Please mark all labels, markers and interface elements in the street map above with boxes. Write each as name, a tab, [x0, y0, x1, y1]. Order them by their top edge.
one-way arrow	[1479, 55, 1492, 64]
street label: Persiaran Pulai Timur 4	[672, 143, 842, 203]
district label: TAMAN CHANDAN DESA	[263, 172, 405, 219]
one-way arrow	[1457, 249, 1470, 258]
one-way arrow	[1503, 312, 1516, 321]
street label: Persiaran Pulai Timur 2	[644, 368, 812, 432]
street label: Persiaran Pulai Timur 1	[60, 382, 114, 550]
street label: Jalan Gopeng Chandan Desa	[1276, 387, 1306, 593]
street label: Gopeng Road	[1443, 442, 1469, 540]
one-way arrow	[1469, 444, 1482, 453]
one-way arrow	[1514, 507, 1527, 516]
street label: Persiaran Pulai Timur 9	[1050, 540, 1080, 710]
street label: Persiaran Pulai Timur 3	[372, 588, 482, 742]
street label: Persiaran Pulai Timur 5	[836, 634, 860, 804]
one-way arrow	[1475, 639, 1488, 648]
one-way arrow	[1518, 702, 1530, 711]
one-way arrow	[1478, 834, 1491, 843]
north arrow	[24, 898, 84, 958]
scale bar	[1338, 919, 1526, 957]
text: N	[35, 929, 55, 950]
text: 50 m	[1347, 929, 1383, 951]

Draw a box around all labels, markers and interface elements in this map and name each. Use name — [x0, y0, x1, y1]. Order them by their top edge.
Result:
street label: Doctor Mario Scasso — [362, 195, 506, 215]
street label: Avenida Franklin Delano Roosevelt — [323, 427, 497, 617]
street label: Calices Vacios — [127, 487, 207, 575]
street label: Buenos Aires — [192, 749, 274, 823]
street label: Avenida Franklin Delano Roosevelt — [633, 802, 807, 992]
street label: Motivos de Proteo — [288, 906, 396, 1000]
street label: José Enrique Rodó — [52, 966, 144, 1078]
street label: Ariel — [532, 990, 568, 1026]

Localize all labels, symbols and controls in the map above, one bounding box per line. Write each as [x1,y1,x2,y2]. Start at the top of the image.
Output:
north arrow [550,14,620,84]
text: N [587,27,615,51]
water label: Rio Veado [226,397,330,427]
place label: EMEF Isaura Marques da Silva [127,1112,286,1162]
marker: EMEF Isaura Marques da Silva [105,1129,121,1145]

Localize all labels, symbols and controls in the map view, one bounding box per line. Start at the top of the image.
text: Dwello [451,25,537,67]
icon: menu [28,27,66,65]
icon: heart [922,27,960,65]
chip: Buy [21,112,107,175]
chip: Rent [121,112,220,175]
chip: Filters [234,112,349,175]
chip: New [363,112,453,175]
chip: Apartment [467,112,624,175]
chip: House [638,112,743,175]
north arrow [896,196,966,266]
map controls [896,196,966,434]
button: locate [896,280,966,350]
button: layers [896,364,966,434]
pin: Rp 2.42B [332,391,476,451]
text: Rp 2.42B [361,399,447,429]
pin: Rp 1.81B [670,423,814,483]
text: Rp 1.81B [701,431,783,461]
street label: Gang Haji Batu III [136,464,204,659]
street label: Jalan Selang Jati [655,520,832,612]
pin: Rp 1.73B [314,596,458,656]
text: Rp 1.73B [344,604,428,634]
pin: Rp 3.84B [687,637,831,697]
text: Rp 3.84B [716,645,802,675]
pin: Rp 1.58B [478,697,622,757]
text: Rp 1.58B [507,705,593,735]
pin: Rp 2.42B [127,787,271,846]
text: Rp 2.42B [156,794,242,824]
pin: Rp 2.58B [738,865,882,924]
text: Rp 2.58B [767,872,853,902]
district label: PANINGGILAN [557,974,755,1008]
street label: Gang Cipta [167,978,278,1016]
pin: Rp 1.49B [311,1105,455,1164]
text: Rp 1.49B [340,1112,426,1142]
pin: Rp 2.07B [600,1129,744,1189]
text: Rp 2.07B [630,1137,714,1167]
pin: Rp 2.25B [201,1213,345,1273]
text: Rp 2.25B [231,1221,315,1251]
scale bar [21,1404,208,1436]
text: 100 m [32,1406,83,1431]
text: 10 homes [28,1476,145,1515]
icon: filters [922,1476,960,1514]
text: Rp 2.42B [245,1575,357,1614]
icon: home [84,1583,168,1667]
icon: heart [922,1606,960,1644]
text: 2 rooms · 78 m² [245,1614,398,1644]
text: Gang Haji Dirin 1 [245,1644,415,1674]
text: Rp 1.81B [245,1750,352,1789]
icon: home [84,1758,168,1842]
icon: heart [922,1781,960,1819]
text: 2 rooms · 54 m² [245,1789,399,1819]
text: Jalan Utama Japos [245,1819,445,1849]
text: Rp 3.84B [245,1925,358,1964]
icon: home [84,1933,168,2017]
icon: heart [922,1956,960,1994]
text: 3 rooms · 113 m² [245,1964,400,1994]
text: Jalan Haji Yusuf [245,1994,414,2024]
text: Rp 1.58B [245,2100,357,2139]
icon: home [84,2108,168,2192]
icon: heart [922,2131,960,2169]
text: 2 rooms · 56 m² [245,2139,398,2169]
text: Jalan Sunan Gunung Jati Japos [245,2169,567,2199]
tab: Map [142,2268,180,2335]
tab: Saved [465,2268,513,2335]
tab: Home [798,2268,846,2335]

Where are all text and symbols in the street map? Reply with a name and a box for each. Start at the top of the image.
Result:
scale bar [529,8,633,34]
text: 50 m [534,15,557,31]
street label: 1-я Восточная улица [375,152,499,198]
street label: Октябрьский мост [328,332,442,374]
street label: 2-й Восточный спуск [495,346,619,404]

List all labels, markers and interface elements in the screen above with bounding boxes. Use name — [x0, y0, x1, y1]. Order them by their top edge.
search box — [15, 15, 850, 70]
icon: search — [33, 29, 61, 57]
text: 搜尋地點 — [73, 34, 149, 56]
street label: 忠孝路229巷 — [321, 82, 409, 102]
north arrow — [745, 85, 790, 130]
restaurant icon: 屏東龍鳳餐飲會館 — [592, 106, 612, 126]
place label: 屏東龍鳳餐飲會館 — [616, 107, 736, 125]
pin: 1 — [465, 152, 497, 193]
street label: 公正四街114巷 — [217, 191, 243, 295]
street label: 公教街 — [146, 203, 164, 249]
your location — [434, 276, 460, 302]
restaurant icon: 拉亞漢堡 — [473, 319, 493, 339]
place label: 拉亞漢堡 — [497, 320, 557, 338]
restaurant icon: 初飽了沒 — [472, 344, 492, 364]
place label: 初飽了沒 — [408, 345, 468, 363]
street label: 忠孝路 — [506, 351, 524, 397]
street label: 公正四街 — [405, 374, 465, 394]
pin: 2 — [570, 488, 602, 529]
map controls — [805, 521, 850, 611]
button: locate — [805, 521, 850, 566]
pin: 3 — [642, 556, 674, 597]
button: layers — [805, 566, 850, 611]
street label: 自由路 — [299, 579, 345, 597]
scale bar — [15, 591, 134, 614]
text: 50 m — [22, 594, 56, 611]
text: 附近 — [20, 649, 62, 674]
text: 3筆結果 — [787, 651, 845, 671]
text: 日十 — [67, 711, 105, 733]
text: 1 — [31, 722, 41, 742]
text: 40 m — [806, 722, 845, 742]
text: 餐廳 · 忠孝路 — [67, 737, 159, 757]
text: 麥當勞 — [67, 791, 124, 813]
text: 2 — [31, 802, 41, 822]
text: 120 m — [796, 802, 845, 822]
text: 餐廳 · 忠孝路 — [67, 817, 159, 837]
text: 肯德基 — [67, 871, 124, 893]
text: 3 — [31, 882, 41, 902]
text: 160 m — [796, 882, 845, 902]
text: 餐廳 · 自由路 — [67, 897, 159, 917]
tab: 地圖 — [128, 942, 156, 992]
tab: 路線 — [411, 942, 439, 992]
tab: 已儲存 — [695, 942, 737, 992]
===
* **ACTION ITEM**
Please return a copy of each line in the entries that has the string "interface".

* **WRITTEN ANSWER**
Please mark all labels, markers and interface elements in the street map above with boxes. Write each as name, a tab, [x0, y0, x1, y1]. Order them by their top edge.
Draw a box around all labels, markers and interface elements in this map and name each. Use name — [x0, y0, x1, y1]. Order them by their top edge.
List all labels, markers and interface elements in the screen above with bounding boxes. Use name — [x0, y0, x1, y1]. Order them by their top edge.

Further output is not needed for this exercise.